Esta historia no tiene mayor misterio. A mí me causó algún que otro problema. Unas fotos tomadas por un ocioso malintencionado. Un rumor que hubo que sanar con una tercera implicada. Dos conversaciones. Poco más. Ella ya me había confesado, casi desde nuestra primera relación, que se acostaba conmigo por curiosidad de hacerlo con un extranjero como era yo en su país. No sé si esperaba que hablara otro idioma o que llevara traje regional mientras se lo hacía. Dije que la relación terminó en un avión. Así fue. Años después esperaba yo la salida de mi vuelo en la capital de país y allí estaba ella. A unos veinte metros sentada en una fila de asientos del aeropuerto. Junto a un hombre pelirrojo y que aparentaba ser su pareja. Ella me vio. Me hizo un levísimo gesto de saludo con la cabeza que su compañero no percibió y se hizo la tonta. Yo también.
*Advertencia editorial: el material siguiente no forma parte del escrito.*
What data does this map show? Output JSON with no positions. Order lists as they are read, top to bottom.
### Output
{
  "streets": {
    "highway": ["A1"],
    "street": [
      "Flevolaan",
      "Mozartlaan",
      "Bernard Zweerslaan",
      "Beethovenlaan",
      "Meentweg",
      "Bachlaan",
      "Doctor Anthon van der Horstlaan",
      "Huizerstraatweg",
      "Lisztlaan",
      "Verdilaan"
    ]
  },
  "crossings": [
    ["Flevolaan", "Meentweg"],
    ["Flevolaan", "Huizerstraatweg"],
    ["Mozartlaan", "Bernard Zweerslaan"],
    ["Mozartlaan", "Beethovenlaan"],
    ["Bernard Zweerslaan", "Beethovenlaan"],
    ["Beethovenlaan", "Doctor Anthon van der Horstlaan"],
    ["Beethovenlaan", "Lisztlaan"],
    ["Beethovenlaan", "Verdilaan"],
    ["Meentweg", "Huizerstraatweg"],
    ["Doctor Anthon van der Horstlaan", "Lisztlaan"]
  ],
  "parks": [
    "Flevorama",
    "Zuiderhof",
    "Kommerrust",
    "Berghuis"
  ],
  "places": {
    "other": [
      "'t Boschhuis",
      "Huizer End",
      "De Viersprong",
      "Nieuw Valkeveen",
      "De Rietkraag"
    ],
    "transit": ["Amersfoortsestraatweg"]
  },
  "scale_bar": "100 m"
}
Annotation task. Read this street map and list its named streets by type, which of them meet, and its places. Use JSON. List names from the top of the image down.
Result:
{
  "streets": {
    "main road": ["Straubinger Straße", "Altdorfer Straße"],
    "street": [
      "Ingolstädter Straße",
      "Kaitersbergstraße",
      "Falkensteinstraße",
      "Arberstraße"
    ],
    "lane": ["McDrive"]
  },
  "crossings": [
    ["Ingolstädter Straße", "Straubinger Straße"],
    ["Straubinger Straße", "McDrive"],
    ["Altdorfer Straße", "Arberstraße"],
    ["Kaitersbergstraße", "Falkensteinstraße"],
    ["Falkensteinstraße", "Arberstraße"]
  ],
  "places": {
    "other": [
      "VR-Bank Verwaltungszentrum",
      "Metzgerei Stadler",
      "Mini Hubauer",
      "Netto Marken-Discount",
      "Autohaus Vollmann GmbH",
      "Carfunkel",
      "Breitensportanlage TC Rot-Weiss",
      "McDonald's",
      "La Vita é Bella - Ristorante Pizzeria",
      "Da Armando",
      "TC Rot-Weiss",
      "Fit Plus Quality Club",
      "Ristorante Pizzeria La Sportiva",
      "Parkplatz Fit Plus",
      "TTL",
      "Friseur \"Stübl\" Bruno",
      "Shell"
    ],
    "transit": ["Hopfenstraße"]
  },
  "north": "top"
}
No tenía realmente nada de qué hablar con ella y posar de educado con alguien con quien no hiciste más que intercambiar fluidos hace algunos años tampoco es estrictamente imprescindible. Menos aun cuando la susodicha está acompañada de un hombre que supongo que no tiene como primera prioridad en su vida charlar civilizadamente con un tipo que ha visto a quien quizá sea el amor de su vida gritando presa de la pasión mientras muerde una almohada.

 

Pero la vida en ocasiones tiene momentos interesantes y no hay nada más horrible que la vida regalándonos momentos interesantes. Así que subí al avión y el destino y la ridícula tragedia quisieron que me sentara justo en la fila delantera a la de mi querida conocida y su acompañante. Ellos ya estaban en sus asientos. Ella me vio caminar por el pasillo. Me vio acercarme y llegar a mi puesto. Me vio subir mi equipaje al compartimiento superior. Me vio sentarme. Me vio continuar con mi vida tratando de ignorarla su presencia. Y entonces, sólo entonces, tuvo la feliz ocurrencia de ponerse de pie, darme unos golpecitos en el hombro y, antes de que me diera tiempo a girarme, dirigirse a quien después supe que era su recién estrenado marido, para decirle te presento a mi amigo tal, le conozco desde hace muchos años, haciendo que el pobre desgraciado, que parecía tonto, pero no tanto como para no darse cuenta que lo artificial y forzado del momento decía a gritos este individuo y yo nos acostamos antes de que tú supieras que yo existía, o quizá no, o quizá sí, me saludara con una sonrisa bovina, me diera la mano y balbuciera hola, cómo estás, encantado, es un placer, para escucharme devolverle el saludo sin dejar de mirarla a ella, me volveré a sentar, os daré de nuevo la espalda, por favor no me escuches pensar que Dios quiera que no te presente a todos sus amantes como lo ha hecho conmigo porque, si ya me das lástima ahora, más creo que me darías si confirmara lo que todos intuimos: que ella se casó contigo y me olvidó a mí, pero sigue siendo ella y de eso jamás se olvidará.

 

Y se acabó. Empezó en un taxi. Terminó en un avión. Nunca más la volví a ver. Quizá esa noche discutieron. Quizá hicieron el amor. Quizá ella le puso los cuernos con media ciudad. Quizá no. No lo sé. Me da igual. Tantas selvas por desbrozar. Tantas mujeres a las que perdonar. Tantos recuerdos que olvidar.

 

Y no hay manera de hacerlo.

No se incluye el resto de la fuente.